> **PROBLEM TO WORK ON**:
Work out how many lines in the following entries contain the string "linecap", and write only that number.

> **DATA**:
◆ ◆ ◆ ◆
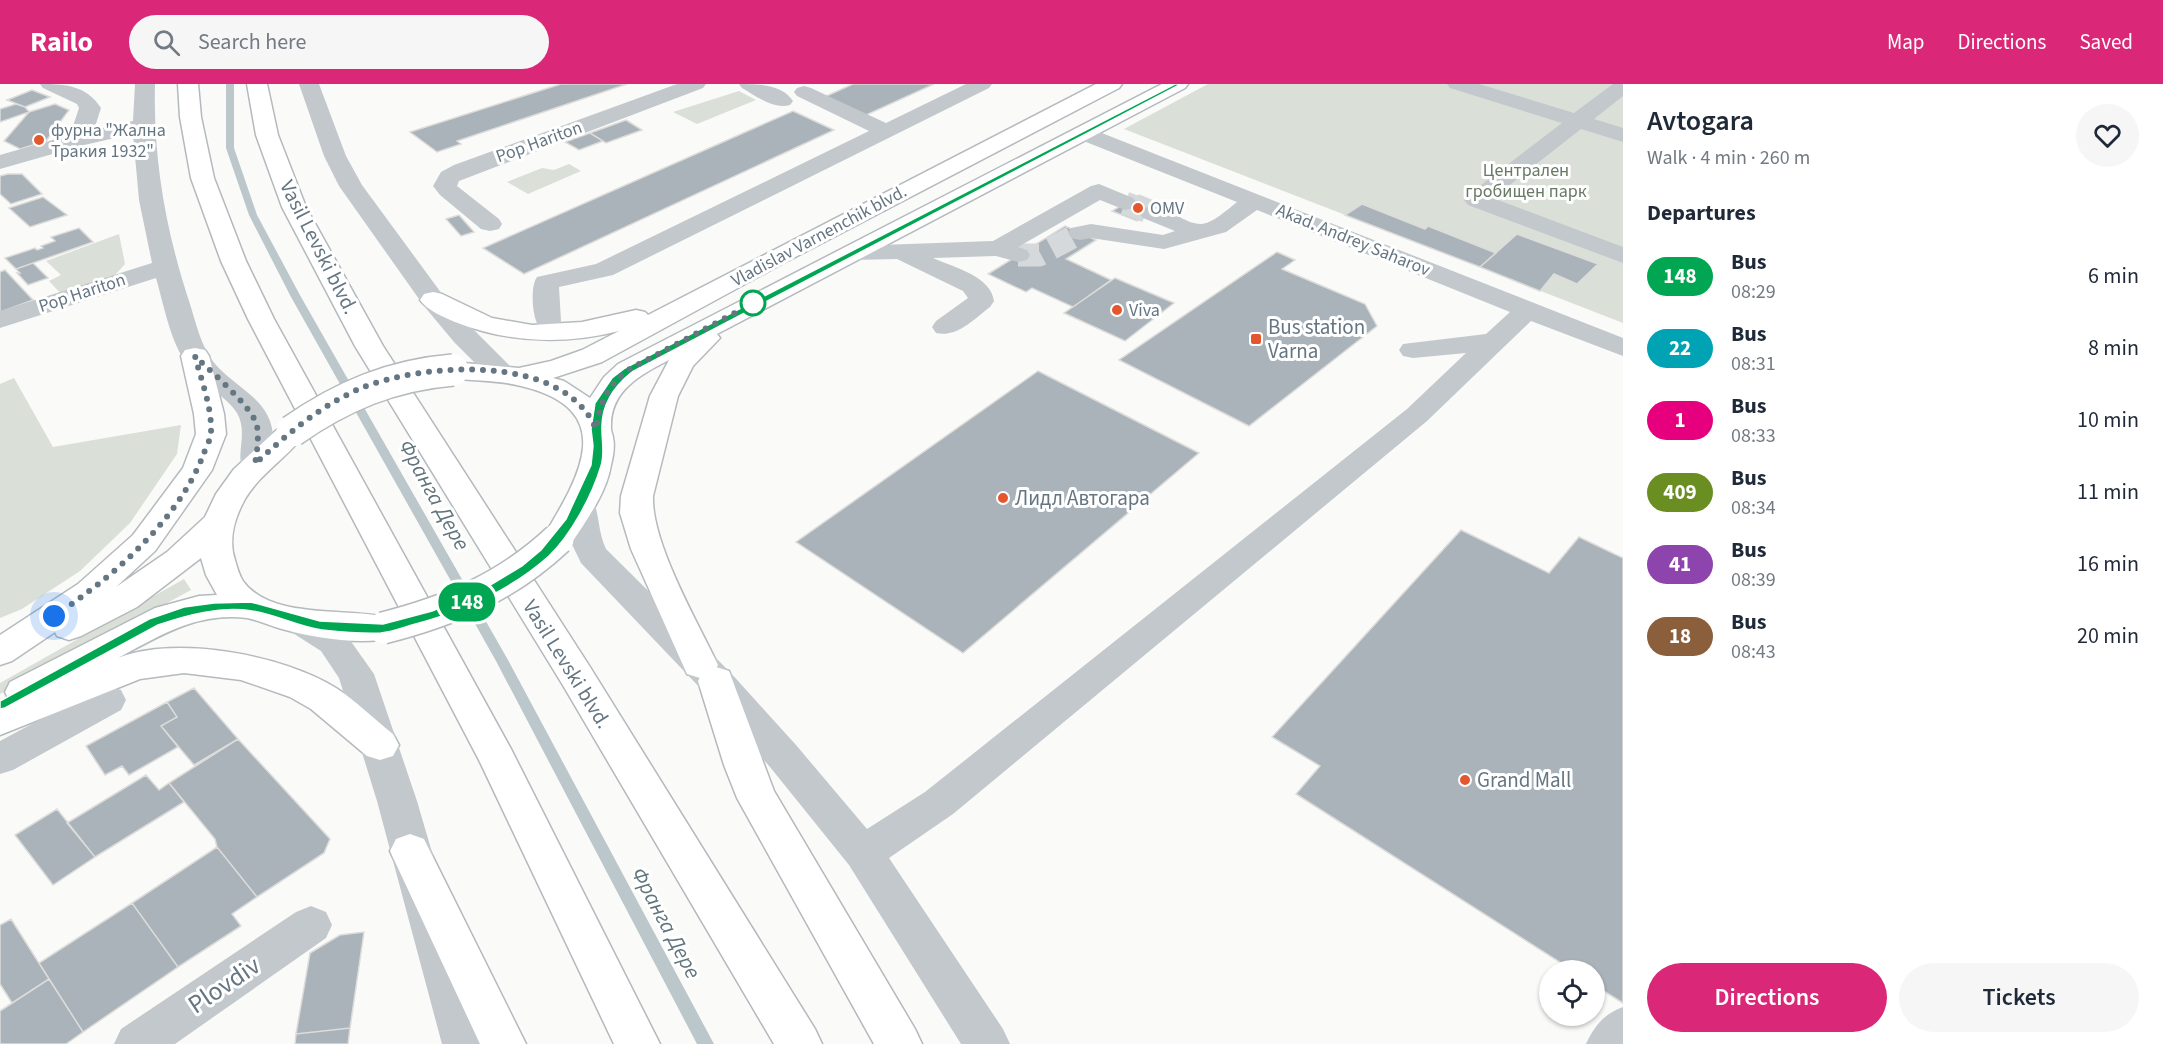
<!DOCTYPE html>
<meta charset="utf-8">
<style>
body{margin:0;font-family:"Source Sans 3",sans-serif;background:#f6f6f7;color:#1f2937;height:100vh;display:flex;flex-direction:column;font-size:22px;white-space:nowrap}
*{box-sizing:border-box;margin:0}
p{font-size:20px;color:#747a83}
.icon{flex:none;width:33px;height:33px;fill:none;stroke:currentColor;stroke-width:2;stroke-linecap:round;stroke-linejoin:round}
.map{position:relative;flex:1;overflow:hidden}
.drawer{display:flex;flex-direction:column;background:#fff;width:540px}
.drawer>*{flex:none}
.badge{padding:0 12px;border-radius:20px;font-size:21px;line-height:39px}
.buttons{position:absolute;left:1539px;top:876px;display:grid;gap:12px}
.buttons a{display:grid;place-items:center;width:66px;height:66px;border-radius:50%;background:#fff;box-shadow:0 2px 4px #0004;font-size:30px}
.you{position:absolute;width:30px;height:30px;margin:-15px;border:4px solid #fff;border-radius:50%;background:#1a73e8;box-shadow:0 0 0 9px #1a73e833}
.map>.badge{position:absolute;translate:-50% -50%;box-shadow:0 0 0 3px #fff}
h2{padding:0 24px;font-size:22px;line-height:54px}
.round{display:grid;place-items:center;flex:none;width:63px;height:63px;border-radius:32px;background:#f6f6f7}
.overview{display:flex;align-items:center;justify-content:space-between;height:102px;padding:0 24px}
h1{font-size:28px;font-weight:600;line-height:45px}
.button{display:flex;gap:12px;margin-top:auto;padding:12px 24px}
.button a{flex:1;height:69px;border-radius:36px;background:#db2777;color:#fff;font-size:24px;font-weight:600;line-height:69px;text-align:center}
.button a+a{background:#f6f6f7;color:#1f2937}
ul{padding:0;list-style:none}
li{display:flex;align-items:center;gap:18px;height:72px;padding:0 24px}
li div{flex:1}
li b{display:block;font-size:22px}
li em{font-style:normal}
li .badge{min-width:66px;font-weight:700;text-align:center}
header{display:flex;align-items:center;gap:36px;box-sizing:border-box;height:84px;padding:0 30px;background:#db2777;color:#fff}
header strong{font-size:28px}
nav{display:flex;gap:33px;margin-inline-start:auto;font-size:21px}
.search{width:420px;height:54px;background:#f6f6f7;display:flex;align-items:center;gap:15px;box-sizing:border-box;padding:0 21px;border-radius:33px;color:#747a83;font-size:22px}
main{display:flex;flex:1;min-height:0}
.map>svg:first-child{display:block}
.green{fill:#dadfd7}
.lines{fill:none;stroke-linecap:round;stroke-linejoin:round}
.stream{fill:#bbc7cb;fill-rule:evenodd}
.building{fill:#aab3b9;stroke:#dcdcda;stroke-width:1.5}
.minor-tunnel{stroke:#d5d9db;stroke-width:23;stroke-dasharray:23 12;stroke-linecap:butt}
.major-casing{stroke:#b5babe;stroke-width:3}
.highway-casing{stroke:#b4b9bd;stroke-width:3}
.minor{fill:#c3c8cc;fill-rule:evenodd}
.major{fill:#fff;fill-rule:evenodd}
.highway{fill:#fff;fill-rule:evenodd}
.major-bridge-casing{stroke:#b5babe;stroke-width:34;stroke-linecap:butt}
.major-bridge{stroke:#fff;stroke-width:31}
.line{fill:#00a651;stroke:#fff;stroke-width:1.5}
.walk{stroke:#657683;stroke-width:6;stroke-dasharray:0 10.8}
.poi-dot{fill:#e4572e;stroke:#fff;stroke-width:2}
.stop-dot{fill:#fff;stroke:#00a651;stroke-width:3}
.labels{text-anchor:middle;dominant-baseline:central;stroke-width:6;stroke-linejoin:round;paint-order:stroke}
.far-poi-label{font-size:18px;fill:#657683;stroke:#fff;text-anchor:start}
.far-street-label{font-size:18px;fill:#657683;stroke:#fff}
.far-park-label{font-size:18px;fill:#687a64;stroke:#fff}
.street-label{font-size:21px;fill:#657683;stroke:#fff}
.poi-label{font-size:21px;fill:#657683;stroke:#fff;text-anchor:start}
.water-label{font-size:22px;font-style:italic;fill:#60757c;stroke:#fff}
.near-street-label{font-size:26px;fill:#657683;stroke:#fff}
</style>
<header>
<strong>Railo</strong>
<div class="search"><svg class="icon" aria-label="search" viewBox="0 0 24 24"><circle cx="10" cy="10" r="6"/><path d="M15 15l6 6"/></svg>Search here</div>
<nav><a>Map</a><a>Directions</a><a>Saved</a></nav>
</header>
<main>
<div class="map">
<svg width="1623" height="960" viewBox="0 0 1623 960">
<rect width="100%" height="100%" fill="#fafaf8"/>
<path class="green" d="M1208,0h415v239l-499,-194z
M739,7l17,9 -59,24 -24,-12z
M569,80l12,7 -53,23 -21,-12 35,-14 12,2z
M119,150l6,30 -19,21 -41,13 -16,-17 12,-6 -15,-14z
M14,294l39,69 128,-22 -4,29 -47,69 -50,48 -58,38 -22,9v-234z
M184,495l7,11 -191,104v-11z"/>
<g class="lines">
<path class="stream" d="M226,0h8v64l23,67 44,82 207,363 206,384h-17l-201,-383 -205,-364 -42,-82 -23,-67z"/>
</g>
<path class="building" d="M561,0h66l-170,57 4,3 -24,8 -27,-20z
M853,0h81l-70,32 -42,-18z
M32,6l18,7 -25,10 -18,-7z
M16,20l9,3 4,5 -29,10v-13z
M55,20l14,6 -23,31 -26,8 -16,-8 25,-29z
M793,27l41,19 -310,144 -41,-26z
M626,36l16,10 -36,13 -16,-10z
M590,49l13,8 -24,9 -14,-8z
M8,90h14l20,20 -31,10 -11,-10v-18z
M1139,111l24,10 -26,16 -25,-10z
M43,113l24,18 -37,12 -21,-19z
M1362,120l63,25 3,-3 68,27 -16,14 -135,-52z
M459,131l15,17 -13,4 -15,-17z
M1065,142l31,14 -30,19 45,21 -38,27 -41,-19 -6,4 -38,-18z
M79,144l14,14 -77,27 -11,-11 30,-10 2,2 6,-2 -2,-2 14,-5 -4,-4z
M1517,150l81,30 -21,20 -23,-10 -14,17 -60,-24z
M1277,168l18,8 -13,9 83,35 12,22 -128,100 -130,-66z
M33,179l15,15 -20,7 -11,-12h3l-4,-4z
M5,186l28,30 -33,12v-40z
M1115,194l59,25 -49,38 -61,-28z
M1038,287l161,82 -236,200 -167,-111z
M1461,446l88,43 30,-36 44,21v445l-29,-18v-15h-22l-276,-176 24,-28 -48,-29z
M194,604l44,51 -44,26 -33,-39 16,-9 -10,-15z
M167,618l10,15 -16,9 17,21 -49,28 -7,-9 -17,9 -19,-29z
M238,655l92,100 -6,14 -67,44 -40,-50 -2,-8 -46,-56z
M146,691l13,15 10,-7 15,19 -89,55 -28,-34z
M57,725l38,48 -42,28 -38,-50z
M217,763l40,50 -25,17 9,12 -63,41 -46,-64z
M132,819l46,64 -95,65 -44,-69z
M11,835l38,60 -37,24 -12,-19v-59z
M364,848l-14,96 -54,6 14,-81 30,-18z
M49,895l34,53 -17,12h-66v-33z
M350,944l-2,16h-53l1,-10z"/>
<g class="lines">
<path class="minor-tunnel" d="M1125,119l26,10
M1018,171h21l41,-22"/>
<defs>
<path id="major" d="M1096,0h26l-3,4 -341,178 -176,96 -49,16 11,3 26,17 14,-21 14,-13 544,-280h26l-3,4 -468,246 3,4 -27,28 -15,30 -25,100c-2,46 44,125 65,169l-5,9 -13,4 -13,-4 -56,-125 -11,-36 1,-17 29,-100 19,-36c-29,15 -60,31 -58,69 0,3 2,6 2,9 2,8 0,19 -2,27 -5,30 -26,57 -42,82l-11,3 -11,-3 -5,-8c36,-60 80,-129 -21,-153 -26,-7 -53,-4 -78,-10l-4,-6 4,-6 10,-2 66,6 32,-7 31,-11 37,-19c-56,14 -110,12 -164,-9 -12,-5 -28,-12 -35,-22l4,-6 9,-2 9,2 50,24 40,7 50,-3 54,-12 9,2 3,3z
M195,264l10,2 4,6 15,58 2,20 -14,36 -57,81 -39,36 51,-35 38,-35 11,-23 18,-25 48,-44 10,-3 10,3 5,6c-17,25 -46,41 -62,68 -10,18 -17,41 -10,61 2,7 4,15 8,21 29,41 111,25 152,38l5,9 -5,9c-30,9 -82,1 -113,-8 -11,-3 -24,-9 -35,-11 -51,-6 -87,18 -129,40 58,-23 165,-3 218,30 20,13 38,31 57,46l6,11 -6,11 -13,4 -13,-4 -56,-47 -21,-12 -49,-17 -57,-7 -44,6 -140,56v-29l10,-4 -5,-10 5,-10 145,-74 44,-12 18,-1 -11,-20 -5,-17 -64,49 -56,29 -12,4 -12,-4 -2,-4 -43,29 -12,4v-30l78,-51 55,-49 50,-67 13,-34 -2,-20 -13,-58 4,-6z"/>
<path id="highway" d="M178,0h20l3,33 13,61 32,83 28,58 237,430 149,295h-46l-134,-282 -232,-443 -27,-58 -30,-83 -11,-61z
M247,0h20l11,51 28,72 77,139 207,321 225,362 7,15h-48l-210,-357 -209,-341 -73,-139 -26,-72z
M716,583l13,4 45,120 141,238 7,15h-48l-137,-246 -13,-33 -26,-84 5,-10z
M410,750l14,5 102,205h-46l-90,-193 6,-12z"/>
</defs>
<use href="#major" class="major-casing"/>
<use href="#highway" class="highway-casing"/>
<path class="minor" d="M40,0c25,0 46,1 61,24l-7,22 39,-9 2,-37h20c-2,76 11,148 35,220 5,16 9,33 17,48 18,35 70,43 66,93 -1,10 -2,18 -7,26l-11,3 -11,-3c-10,-15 5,-37 -7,-58 -10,-16 -31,-26 -44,-41 -22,-24 -28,-63 -37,-94l-156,50v-17l152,-48 -13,-63 -6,-66 -49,11 -84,24v-14l70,-20 9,-27 -2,-4 -34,-16z
M299,0h20l27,72 16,29 80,109 32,36 36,36 4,6 -4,6 -10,2 -10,-2 -36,-36 -30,-36 -85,-120 -15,-30z
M677,0h29l-3,4 -244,93 -2,5 42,33 3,5 -3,5 -9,2 -9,-2 -41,-34 -7,-9 8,-14 13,-7z
M739,0c18,0 43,0 54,17l-3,4c-16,5 -34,-9 -48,-17z
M966,0h26l-3,4 -376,187 -54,12 2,34 -4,6 -9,2 -9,-2c-7,-10 -9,-40 -2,-50l59,-13 273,-133 -72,-35 -3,-4 3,-4 7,-2 7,2 75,35z
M1447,0h32l95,29 39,-29h10v12l-29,23 29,9v14l-42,-13 -88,69 130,49v16l-155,-58 -4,-5 4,-5 94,-72 -112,-35z
M1084,42l539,212v18l-92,-35 -104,100 -474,393 -64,44 114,171 7,15h-49l-112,-179 -79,-98 -67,-76 -122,-128 -14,-29 -3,-30 5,-7 11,-3 11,3c9,14 6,33 15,52l123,122 67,74 71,84 58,-37 482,-383 59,-56 -53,5 -10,-2 -4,-6 4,-6 83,-10 24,-22 -253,-102 -31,22 -62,17 -73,-11 -11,2 -9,-2 -3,-5 3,-5 20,-4 72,11 12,-4 -32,-13 -4,-5 4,-5c23,-6 39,16 58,16 11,0 27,-15 36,-22l-161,-64 -3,-5 3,-5z
M1099,100l34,14 4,5 -4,5 -8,2 -25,-10 -82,47 9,3 3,5 -3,5 -9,2 -22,-6 -63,2c20,9 58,18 61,43l-4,6c-16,12 -33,31 -54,26l-4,-6 4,-6 32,-23 -5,-7 -66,-32 -45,1 -9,-2 -3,-5 3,-5 9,-2 141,-5 98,-55z
M300,524l12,4 33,21 29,41 43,127 71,243h-46l-65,-243 -38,-123 -18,-27 -33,-21 -5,-9 5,-9z
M108,602l13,4 5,10 -5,10 -108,60 -13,4v-33l95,-51z
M311,822l15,6 6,13 -6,13 -151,106h-61l7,-15 175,-117z
M1623,923v37h-37c9,-19 18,-30 37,-37z"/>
<use href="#major" class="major"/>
<use href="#highway" class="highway"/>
<defs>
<path id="major-bridge" d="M292,347c50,-35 100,-56 161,-61
M383,544c67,-17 124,-41 175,-89"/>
</defs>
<use href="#major-bridge" class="major-bridge-casing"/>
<use href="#major-bridge" class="major-bridge"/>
</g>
<path class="line" d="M1175,0h6l-549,288c-19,15 -31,34 -30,58 0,12 3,24 -1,36 -9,30 -30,69 -52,90 -39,35 -88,56 -137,69 -10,3 -21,7 -31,8 -19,1 -40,-1 -59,-3 -24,-3 -47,-16 -70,-19 -32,-5 -65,4 -94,14l-153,83 -5,1v-8l149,-82 35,-12 30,-4 37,-1 69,19 63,3 49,-13 45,-18 45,-27 19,-16 25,-31 25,-54 2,-19 -2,-17 4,-26 17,-25 13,-10z"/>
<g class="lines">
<path class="walk" d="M54,532c58,-38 125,-96 150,-163 2,-6 7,-14 7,-21 1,-25 -10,-52 -16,-76 15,15 58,51 62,70 2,13 0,26 -2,38 32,-30 64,-57 104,-75 64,-27 205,-36 237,40 5,-28 9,-40 32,-59l131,-70 -6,3"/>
</g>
<g class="poi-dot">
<circle cx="39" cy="56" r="6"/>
<circle cx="1138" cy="124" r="6"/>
<circle cx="1117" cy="226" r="6"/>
<rect x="1250" y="249" width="12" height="12" rx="3"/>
<circle cx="1003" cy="414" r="6"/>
<circle cx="1465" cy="696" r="6"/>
</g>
<circle class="stop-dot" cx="753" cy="219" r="12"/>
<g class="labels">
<g class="far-poi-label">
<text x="51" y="46">фурна "Жална<tspan x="51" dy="21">Тракия 1932"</tspan></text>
<text x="1150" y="124">OMV</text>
<text x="1129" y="226">Viva</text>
</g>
<g class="far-street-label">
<text transform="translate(539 58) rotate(-20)">Pop Hariton</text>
<text transform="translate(819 152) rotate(-28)">Vladislav Varnenchik blvd.</text>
<text transform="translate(1353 156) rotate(22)">Akad. Andrey Saharov</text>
<text transform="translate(82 209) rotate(-18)">Pop Hariton</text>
</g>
<g class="far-park-label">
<text x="1526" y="86">Централен<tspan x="1526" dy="21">гробищен парк</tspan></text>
</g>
<g class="street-label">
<text transform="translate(319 163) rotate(63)">Vasil Levski blvd.</text>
<text transform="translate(567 580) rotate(58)">Vasil Levski blvd.</text>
</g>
<g class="poi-label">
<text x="1268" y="243">Bus station<tspan x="1268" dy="24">Varna</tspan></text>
<text x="1015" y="414">Лидл Автогара</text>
<text x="1477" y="696">Grand Mall</text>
</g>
<g class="water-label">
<text transform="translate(434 411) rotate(61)">Франга Дере</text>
<text transform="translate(666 839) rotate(62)">Франга Дере</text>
</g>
<g class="near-street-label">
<text transform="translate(224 901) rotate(-34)">Plovdiv</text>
</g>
</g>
</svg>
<div class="buttons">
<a><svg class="icon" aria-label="locate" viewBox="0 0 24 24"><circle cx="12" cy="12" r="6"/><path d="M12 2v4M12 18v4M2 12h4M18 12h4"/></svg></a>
</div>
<div class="you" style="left:54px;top:532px"></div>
<b class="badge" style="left:467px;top:518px;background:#00a651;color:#fff">148</b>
</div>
<section class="drawer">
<div class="overview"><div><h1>Avtogara</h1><p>Walk · 4 min · 260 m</p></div><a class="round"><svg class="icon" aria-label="heart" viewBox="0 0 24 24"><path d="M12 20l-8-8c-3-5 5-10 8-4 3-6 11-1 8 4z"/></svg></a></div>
<h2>Departures</h2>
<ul>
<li><span class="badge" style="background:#00a651;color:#fff">148</span><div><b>Bus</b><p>08:29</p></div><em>6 min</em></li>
<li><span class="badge" style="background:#00a3b4;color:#fff">22</span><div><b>Bus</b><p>08:31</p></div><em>8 min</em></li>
<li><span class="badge" style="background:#e6007e;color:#fff">1</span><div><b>Bus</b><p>08:33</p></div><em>10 min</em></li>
<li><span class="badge" style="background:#6b8e23;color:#fff">409</span><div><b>Bus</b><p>08:34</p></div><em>11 min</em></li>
<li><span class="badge" style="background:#8e44ad;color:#fff">41</span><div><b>Bus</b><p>08:39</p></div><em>16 min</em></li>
<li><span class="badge" style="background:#8b5e3c;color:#fff">18</span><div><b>Bus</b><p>08:43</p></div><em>20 min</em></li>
</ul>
<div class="button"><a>Directions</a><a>Tickets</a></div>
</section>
</main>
◆ ◆ ◆ ◆
> **RESULT OF THIS EXERCISE**:
4